If the reality on the ground is going in the direction of recording a historic loss for the Shiites due to Hezbollah’s policy, Berri is trying as much as possible to address the situation through politics. The man cannot declare his support for direct negotiations with Israel, but everyone has become aware that the Lebanese state is proceeding with the negotiations and that Berri agrees to everything. The President of the Republic, Joseph Aoun, puts it in every possible way, no matter how much Berri tries to deny it. What he says in public is completely different from what happens in closed communications, and no matter how much he tries to disavow the cup of negotiation, the condition of the truce before entering into negotiations was that Berri was his godfather, and he refused to negotiate under fire. He was the one who wanted it, and this is how it happened.

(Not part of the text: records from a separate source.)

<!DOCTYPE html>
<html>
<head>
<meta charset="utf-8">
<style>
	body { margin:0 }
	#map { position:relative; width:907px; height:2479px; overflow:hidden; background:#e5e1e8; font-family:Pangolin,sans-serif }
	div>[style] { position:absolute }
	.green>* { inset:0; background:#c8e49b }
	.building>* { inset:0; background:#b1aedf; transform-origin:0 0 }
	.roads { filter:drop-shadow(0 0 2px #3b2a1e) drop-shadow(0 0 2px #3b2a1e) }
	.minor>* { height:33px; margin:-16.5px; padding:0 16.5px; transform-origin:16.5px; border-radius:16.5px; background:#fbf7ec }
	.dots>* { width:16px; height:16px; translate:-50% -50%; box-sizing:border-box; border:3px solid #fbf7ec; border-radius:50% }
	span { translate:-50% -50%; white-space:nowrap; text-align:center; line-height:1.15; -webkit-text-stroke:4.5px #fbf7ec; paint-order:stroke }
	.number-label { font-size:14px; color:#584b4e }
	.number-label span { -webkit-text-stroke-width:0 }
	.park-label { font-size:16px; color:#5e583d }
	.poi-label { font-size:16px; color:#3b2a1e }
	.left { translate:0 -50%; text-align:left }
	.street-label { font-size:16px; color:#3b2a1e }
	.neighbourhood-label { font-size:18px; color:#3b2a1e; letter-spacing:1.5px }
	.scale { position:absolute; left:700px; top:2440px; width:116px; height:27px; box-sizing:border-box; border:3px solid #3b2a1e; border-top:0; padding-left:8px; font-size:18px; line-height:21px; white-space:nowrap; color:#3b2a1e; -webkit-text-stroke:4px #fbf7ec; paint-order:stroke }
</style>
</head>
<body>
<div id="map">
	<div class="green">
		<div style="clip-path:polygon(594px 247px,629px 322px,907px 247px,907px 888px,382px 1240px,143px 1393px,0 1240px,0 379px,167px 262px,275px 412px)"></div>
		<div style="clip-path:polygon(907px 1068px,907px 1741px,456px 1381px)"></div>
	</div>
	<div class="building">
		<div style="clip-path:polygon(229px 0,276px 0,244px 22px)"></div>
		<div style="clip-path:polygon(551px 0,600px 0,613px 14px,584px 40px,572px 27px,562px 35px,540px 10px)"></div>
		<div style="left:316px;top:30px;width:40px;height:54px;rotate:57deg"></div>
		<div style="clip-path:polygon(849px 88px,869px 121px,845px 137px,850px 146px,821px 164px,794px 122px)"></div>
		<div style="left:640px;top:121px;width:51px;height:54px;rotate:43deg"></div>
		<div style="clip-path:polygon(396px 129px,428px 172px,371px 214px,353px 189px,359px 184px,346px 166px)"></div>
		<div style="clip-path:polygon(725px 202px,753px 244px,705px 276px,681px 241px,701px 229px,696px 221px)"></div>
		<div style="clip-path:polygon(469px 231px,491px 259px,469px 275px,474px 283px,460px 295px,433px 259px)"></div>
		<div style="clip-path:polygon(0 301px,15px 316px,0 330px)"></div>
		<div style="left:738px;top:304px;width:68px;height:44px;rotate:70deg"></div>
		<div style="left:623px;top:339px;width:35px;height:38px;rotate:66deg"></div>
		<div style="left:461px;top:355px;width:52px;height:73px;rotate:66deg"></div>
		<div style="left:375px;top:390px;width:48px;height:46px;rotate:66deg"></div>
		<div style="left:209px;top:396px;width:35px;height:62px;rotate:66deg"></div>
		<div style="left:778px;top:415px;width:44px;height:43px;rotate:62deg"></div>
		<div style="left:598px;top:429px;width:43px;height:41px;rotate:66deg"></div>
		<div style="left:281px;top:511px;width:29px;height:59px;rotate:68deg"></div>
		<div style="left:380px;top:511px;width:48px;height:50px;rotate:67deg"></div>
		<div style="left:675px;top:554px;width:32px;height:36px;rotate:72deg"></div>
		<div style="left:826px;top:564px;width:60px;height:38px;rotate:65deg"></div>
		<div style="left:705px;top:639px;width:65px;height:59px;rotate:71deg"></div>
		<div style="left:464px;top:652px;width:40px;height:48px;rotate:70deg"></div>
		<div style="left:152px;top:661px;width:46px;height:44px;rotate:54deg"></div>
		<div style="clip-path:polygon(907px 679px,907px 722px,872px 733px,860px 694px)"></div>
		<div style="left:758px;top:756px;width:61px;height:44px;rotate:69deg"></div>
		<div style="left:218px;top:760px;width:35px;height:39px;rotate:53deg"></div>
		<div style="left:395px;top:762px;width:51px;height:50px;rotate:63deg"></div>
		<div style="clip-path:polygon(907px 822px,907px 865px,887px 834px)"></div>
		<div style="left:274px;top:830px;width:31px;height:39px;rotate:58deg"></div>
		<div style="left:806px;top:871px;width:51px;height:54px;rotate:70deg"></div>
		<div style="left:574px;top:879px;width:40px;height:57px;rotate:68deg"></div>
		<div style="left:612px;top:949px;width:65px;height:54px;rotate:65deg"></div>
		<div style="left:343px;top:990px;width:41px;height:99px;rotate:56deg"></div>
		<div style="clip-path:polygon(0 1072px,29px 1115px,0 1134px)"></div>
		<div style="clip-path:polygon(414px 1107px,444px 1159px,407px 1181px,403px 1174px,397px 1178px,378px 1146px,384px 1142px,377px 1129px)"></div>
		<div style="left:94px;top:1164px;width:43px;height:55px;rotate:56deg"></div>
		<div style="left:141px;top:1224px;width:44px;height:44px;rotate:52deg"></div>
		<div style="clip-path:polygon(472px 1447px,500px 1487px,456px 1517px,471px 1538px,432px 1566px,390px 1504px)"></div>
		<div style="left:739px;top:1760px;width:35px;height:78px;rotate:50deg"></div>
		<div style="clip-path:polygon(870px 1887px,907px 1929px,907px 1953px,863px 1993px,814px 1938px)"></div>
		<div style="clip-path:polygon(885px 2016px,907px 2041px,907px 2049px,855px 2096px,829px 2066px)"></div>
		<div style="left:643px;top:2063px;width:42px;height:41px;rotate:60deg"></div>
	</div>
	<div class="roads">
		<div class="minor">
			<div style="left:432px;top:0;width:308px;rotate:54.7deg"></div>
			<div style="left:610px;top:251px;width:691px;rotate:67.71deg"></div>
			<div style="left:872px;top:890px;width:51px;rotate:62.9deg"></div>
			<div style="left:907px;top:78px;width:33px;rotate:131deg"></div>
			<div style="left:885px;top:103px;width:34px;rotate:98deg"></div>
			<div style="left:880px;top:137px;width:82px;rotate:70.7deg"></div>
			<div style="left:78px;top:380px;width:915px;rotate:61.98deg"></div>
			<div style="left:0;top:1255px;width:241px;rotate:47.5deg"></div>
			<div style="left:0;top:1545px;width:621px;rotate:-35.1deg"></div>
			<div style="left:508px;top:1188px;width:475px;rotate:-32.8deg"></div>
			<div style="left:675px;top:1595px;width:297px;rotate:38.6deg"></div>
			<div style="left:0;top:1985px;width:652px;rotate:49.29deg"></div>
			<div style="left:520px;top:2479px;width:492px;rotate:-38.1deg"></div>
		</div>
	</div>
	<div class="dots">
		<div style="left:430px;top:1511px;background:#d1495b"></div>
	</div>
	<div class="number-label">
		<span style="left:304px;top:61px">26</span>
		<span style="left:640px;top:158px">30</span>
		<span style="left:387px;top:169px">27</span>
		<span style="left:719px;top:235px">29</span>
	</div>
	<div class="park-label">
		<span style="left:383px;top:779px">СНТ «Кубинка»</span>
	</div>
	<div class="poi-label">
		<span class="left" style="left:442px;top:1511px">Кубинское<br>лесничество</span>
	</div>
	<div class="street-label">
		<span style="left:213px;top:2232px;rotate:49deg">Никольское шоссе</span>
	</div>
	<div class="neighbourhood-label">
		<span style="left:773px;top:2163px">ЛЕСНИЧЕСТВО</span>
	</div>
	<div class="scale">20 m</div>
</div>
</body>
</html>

Berri cannot say that he does not agree to the negotiation, as he is embarrassed to the extreme. In public, he repeats the same song, and in secret, he supports the steps of Aoun and the Lebanese government, and therefore all the negotiations that take place in Washington are known to him. If he had actually disagreed, he would have resigned from the government and left it because he covered the government’s decisions that considered “Hezbollah” an outlaw organization and did not vote against declaring Beirut a demilitarized city.
Berri stands between the hammer of war and destruction and the internal and external position that rejects the behavior of “Hezbollah” and Iran, and between the anvil of “the party” which is waging a suicidal war through which it is sacrificing the Shiite community. He does not dare, until this moment, to say what a section of the Shiite community wants that rejects the “party’s” policies and Iran’s approach, and is trying to absorb everything that is happening because he does not want the war with Israel to calm down and explode internally.
Berri knows the seriousness of the situation, and he sent his aide, Representative Ali Hassan Khalil, to Saudi Arabia, and the American Ambassador, Michel Issa, visited him. He knows that the only lifeline is to go towards direct negotiations, otherwise the war will continue, and therefore the man who was supposed to retire, is here today fighting the most dangerous battles and the closeness of the existential battle. Will he emerge from it victorious?